____ The data

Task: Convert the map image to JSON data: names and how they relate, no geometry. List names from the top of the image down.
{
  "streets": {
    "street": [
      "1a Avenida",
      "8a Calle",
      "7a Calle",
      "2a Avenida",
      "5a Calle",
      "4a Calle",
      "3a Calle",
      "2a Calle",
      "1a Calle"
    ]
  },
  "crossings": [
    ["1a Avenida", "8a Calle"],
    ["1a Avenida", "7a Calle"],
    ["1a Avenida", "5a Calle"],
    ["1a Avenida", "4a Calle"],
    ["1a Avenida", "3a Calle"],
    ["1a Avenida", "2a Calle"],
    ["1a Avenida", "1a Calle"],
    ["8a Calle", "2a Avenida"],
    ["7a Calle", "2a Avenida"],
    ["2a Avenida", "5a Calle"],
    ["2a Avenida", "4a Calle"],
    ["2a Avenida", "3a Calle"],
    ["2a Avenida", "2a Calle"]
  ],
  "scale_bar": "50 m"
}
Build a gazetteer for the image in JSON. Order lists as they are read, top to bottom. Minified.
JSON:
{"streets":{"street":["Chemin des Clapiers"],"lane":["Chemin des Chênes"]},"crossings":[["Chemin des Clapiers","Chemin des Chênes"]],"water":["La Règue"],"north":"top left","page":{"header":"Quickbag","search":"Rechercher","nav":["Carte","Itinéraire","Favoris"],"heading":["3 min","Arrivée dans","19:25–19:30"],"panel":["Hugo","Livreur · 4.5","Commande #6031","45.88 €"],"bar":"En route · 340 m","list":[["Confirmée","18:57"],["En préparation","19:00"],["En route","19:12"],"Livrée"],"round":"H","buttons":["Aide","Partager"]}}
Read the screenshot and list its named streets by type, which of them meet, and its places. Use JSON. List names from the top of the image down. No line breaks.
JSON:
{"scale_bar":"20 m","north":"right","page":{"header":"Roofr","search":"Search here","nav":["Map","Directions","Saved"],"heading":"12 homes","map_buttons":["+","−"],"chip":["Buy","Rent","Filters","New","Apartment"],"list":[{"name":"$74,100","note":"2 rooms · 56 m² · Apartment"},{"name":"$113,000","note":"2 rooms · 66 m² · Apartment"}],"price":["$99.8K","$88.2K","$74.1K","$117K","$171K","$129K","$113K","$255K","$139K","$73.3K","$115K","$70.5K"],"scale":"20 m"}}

________

#### [What needs to be done]
Copy every line above without altering a word.

#### [Solved problem]
Task: Convert the map image to JSON data: names and how they relate, no geometry. List names from the top of the image down.
{
  "streets": {
    "street": [
      "1a Avenida",
      "8a Calle",
      "7a Calle",
      "2a Avenida",
      "5a Calle",
      "4a Calle",
      "3a Calle",
      "2a Calle",
      "1a Calle"
    ]
  },
  "crossings": [
    ["1a Avenida", "8a Calle"],
    ["1a Avenida", "7a Calle"],
    ["1a Avenida", "5a Calle"],
    ["1a Avenida", "4a Calle"],
    ["1a Avenida", "3a Calle"],
    ["1a Avenida", "2a Calle"],
    ["1a Avenida", "1a Calle"],
    ["8a Calle", "2a Avenida"],
    ["7a Calle", "2a Avenida"],
    ["2a Avenida", "5a Calle"],
    ["2a Avenida", "4a Calle"],
    ["2a Avenida", "3a Calle"],
    ["2a Avenida", "2a Calle"]
  ],
  "scale_bar": "50 m"
}
Build a gazetteer for the image in JSON. Order lists as they are read, top to bottom. Minified.
JSON:
{"streets":{"street":["Chemin des Clapiers"],"lane":["Chemin des Chênes"]},"crossings":[["Chemin des Clapiers","Chemin des Chênes"]],"water":["La Règue"],"north":"top left","page":{"header":"Quickbag","search":"Rechercher","nav":["Carte","Itinéraire","Favoris"],"heading":["3 min","Arrivée dans","19:25–19:30"],"panel":["Hugo","Livreur · 4.5","Commande #6031","45.88 €"],"bar":"En route · 340 m","list":[["Confirmée","18:57"],["En préparation","19:00"],["En route","19:12"],"Livrée"],"round":"H","buttons":["Aide","Partager"]}}
Read the screenshot and list its named streets by type, which of them meet, and its places. Use JSON. List names from the top of the image down. No line breaks.
JSON:
{"scale_bar":"20 m","north":"right","page":{"header":"Roofr","search":"Search here","nav":["Map","Directions","Saved"],"heading":"12 homes","map_buttons":["+","−"],"chip":["Buy","Rent","Filters","New","Apartment"],"list":[{"name":"$74,100","note":"2 rooms · 56 m² · Apartment"},{"name":"$113,000","note":"2 rooms · 66 m² · Apartment"}],"price":["$99.8K","$88.2K","$74.1K","$117K","$171K","$129K","$113K","$255K","$139K","$73.3K","$115K","$70.5K"],"scale":"20 m"}}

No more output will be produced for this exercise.